--- The records Enclosed Below ---
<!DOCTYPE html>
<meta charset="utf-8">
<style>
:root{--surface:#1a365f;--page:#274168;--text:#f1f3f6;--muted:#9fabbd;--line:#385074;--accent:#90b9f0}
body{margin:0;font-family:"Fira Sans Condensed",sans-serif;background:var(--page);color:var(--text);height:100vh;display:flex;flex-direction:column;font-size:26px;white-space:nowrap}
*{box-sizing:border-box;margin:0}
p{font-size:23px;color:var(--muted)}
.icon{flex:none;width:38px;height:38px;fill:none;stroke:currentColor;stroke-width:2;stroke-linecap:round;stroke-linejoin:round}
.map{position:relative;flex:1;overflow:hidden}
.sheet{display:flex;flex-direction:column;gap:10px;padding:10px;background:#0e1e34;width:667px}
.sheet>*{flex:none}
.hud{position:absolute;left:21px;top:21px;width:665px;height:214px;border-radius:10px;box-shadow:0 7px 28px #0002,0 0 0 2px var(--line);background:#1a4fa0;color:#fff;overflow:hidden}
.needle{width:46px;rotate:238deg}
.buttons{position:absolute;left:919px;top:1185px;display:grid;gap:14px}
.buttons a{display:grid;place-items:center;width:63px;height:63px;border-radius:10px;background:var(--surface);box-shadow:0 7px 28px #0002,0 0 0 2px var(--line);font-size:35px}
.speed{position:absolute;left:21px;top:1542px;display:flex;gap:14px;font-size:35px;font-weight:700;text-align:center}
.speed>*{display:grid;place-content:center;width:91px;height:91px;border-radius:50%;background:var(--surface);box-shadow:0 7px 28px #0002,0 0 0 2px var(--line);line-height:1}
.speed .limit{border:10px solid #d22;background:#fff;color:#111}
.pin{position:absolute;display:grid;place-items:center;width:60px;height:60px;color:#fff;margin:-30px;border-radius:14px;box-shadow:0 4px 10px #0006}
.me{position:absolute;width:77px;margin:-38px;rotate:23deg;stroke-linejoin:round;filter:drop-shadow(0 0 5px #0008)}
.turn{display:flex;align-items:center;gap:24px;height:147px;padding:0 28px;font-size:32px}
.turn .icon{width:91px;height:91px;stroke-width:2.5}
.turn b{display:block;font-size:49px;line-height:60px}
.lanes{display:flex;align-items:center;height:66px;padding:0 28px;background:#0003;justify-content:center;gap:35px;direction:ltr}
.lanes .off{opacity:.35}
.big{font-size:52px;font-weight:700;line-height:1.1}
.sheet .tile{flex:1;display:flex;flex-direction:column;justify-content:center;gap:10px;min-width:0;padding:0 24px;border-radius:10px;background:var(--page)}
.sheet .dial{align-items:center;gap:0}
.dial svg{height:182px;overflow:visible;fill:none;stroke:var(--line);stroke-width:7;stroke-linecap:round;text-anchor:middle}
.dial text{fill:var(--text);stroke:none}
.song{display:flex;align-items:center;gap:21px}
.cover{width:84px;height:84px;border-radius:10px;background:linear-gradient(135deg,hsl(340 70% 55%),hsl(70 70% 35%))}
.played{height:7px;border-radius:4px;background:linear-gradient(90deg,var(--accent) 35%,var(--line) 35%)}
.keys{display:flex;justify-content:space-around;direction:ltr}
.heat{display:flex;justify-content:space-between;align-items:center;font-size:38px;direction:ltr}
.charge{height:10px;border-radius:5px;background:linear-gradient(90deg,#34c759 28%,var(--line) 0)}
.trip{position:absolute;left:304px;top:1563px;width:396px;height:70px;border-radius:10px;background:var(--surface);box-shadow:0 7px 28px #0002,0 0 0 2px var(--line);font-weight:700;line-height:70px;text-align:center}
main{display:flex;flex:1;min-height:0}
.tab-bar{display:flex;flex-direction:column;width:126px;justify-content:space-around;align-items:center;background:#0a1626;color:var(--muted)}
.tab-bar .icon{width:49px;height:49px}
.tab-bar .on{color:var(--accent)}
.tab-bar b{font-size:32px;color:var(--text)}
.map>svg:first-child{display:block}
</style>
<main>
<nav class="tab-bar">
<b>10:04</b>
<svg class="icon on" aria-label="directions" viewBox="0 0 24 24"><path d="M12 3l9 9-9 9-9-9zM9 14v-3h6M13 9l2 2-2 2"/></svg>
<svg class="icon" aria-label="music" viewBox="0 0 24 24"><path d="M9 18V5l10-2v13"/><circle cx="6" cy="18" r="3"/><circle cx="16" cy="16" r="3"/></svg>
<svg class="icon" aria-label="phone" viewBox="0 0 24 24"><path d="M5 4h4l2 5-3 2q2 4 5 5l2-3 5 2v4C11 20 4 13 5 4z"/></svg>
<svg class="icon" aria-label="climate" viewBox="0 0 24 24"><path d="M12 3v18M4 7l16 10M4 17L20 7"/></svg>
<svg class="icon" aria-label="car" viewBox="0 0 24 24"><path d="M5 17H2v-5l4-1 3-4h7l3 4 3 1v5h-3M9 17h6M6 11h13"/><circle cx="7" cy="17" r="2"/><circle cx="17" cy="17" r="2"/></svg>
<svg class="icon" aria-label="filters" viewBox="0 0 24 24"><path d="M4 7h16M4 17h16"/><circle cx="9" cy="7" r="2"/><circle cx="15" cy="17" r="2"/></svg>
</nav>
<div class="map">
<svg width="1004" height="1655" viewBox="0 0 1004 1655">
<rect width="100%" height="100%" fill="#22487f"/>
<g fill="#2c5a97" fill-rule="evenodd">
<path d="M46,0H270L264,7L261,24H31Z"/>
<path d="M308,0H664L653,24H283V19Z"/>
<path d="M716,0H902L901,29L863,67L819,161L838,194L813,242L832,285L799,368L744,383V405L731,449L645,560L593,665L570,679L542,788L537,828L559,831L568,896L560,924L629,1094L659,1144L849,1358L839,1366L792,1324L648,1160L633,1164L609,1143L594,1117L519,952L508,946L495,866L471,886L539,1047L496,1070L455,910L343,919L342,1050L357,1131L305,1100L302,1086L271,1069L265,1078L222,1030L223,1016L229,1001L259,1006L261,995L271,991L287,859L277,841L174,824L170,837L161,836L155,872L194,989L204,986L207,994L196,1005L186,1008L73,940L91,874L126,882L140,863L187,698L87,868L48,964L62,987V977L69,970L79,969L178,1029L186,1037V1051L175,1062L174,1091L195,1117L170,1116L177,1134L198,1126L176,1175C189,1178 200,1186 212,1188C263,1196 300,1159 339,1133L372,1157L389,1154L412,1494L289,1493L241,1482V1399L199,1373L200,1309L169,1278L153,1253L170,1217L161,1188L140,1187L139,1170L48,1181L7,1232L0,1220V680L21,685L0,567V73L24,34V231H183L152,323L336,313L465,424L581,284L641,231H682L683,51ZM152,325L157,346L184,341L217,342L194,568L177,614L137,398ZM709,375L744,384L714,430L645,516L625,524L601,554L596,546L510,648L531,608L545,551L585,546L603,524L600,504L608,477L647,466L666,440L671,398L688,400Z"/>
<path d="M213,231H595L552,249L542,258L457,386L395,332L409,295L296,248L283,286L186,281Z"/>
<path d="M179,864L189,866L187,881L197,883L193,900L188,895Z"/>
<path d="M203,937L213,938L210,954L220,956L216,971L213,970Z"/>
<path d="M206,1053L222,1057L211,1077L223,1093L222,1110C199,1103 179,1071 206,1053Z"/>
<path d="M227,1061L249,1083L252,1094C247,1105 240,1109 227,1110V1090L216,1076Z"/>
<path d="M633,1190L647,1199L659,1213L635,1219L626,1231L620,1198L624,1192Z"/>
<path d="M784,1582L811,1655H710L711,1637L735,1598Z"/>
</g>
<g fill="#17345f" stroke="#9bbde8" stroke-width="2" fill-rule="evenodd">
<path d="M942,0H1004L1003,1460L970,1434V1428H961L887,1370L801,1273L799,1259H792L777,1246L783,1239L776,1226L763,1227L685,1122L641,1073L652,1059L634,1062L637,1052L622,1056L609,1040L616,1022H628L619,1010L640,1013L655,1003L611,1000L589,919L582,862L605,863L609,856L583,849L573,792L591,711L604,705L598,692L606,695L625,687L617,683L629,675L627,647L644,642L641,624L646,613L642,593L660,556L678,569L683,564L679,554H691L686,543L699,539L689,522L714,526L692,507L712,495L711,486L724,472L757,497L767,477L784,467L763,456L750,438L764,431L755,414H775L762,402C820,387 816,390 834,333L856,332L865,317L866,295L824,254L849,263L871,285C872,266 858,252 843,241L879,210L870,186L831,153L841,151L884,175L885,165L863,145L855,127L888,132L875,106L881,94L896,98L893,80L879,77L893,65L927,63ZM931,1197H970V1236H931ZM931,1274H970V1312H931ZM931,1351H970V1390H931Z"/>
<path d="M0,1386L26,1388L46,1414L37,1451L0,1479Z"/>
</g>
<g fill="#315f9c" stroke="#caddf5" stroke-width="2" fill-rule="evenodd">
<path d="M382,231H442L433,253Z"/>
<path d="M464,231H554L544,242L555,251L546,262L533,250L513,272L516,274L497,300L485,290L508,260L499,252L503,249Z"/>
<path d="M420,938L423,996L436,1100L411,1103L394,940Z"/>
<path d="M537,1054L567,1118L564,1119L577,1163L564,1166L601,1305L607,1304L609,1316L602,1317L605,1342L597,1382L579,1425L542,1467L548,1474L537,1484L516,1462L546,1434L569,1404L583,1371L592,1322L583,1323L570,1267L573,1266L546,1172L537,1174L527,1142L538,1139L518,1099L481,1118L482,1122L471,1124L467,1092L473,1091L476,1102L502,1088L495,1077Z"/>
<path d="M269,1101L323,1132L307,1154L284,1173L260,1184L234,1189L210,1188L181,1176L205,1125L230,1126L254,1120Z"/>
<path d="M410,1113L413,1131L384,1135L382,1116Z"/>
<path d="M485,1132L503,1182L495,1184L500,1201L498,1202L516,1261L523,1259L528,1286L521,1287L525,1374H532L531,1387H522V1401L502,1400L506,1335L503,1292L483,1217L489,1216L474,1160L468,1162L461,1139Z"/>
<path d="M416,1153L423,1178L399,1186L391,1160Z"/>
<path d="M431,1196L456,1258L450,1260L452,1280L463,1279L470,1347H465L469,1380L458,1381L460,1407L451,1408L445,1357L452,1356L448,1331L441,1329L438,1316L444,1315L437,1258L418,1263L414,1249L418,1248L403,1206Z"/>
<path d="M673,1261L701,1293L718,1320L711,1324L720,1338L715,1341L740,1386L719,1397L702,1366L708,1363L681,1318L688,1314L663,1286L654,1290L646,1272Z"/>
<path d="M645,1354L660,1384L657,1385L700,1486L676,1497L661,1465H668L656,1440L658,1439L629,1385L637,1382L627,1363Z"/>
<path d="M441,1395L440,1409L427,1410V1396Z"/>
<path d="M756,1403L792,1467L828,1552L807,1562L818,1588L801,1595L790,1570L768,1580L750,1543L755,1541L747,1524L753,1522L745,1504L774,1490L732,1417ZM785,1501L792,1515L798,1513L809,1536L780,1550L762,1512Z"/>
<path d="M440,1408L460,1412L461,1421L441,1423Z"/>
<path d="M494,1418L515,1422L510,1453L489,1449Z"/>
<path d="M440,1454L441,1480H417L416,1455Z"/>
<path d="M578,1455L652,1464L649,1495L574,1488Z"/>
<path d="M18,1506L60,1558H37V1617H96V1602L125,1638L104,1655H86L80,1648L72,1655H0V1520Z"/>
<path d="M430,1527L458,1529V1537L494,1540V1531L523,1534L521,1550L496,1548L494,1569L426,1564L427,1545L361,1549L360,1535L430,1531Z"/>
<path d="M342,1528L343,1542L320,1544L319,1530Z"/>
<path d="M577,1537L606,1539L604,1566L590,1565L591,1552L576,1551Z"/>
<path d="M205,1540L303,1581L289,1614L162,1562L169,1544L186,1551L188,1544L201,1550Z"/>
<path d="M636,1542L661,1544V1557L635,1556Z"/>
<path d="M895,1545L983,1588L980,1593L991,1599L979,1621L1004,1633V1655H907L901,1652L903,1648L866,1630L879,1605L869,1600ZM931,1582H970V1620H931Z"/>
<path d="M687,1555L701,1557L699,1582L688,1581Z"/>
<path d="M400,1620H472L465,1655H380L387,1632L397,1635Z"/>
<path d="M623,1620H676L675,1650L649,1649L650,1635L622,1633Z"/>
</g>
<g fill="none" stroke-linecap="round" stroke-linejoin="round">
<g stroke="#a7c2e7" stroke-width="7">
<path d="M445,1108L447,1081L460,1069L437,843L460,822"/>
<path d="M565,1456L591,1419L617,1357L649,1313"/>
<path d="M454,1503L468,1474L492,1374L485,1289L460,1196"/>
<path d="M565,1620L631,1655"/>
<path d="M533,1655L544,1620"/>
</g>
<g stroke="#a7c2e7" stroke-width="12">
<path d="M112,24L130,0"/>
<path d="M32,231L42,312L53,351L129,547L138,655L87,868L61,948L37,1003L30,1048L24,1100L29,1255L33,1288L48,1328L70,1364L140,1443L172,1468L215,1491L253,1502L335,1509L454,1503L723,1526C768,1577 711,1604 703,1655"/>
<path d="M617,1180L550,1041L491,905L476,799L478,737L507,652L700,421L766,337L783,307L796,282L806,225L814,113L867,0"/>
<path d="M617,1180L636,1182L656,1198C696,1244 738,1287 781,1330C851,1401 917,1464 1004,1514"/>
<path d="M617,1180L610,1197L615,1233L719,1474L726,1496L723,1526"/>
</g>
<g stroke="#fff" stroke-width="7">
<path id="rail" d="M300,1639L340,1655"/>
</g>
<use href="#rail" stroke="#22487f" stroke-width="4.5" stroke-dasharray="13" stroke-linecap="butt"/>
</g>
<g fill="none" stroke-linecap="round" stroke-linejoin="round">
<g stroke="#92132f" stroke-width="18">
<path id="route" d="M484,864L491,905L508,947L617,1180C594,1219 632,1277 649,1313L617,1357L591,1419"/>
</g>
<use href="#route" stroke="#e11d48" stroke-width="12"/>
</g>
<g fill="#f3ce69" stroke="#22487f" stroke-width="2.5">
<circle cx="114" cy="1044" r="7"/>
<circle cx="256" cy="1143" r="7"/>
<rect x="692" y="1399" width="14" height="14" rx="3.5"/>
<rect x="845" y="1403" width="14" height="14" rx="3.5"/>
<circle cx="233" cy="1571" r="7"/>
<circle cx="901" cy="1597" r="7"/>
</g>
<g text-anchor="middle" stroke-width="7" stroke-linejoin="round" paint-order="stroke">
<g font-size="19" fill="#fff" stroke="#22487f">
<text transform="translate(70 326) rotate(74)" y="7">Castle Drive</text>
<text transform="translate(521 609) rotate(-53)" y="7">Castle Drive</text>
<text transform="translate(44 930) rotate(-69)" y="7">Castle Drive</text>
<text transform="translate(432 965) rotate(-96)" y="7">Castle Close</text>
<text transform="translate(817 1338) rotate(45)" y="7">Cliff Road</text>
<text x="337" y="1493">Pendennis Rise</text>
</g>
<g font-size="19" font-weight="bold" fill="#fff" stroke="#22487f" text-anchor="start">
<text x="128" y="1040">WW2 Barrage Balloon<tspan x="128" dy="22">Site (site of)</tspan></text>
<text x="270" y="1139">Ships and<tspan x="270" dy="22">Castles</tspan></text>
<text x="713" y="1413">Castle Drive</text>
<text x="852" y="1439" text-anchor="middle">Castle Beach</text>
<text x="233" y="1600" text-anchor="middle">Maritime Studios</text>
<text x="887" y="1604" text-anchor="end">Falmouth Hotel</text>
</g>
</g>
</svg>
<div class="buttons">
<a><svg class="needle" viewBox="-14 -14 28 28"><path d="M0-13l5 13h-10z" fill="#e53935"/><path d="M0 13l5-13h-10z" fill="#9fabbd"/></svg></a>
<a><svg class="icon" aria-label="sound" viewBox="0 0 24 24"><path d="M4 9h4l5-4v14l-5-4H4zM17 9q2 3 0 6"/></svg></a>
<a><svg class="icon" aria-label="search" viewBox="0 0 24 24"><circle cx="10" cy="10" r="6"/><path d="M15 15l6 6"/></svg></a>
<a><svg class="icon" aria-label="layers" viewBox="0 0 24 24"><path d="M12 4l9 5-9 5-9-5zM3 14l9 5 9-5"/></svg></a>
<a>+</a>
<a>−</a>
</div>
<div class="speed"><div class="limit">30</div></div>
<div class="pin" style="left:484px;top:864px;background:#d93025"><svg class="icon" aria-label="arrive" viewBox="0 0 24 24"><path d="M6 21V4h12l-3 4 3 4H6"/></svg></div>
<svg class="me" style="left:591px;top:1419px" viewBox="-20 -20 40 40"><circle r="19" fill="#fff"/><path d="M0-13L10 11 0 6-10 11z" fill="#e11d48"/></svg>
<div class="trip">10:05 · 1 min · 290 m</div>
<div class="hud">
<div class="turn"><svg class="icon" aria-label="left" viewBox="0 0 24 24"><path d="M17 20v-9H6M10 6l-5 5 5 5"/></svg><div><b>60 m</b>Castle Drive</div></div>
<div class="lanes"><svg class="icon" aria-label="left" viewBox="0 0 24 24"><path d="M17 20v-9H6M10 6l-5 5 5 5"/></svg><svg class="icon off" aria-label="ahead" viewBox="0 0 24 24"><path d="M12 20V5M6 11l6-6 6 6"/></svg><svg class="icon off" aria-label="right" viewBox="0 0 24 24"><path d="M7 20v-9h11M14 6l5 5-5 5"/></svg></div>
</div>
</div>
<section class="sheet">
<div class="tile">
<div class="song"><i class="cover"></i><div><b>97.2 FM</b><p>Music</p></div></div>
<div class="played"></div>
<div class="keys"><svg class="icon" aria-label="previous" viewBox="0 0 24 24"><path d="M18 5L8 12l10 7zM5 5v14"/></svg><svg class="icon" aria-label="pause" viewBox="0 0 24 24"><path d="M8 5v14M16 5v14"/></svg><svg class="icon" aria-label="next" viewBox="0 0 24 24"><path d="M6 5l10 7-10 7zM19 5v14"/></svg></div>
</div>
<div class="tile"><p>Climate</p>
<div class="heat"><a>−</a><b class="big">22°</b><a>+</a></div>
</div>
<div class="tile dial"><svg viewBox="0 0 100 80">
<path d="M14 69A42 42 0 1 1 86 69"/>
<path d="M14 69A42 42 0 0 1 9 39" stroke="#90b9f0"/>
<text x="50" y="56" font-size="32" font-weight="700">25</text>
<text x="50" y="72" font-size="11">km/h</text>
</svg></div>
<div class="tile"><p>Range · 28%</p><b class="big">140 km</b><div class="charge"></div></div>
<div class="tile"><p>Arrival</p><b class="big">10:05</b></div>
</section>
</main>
--- End of Enclosed The records ---
Task description:
The lines holding the string "played" in the listing above are what you should copy out.

Reply to the task:
.played{height:7px;border-radius:4px;background:linear-gradient(90deg,var(--accent) 35%,var(--line) 35%)}
<div class="played"></div>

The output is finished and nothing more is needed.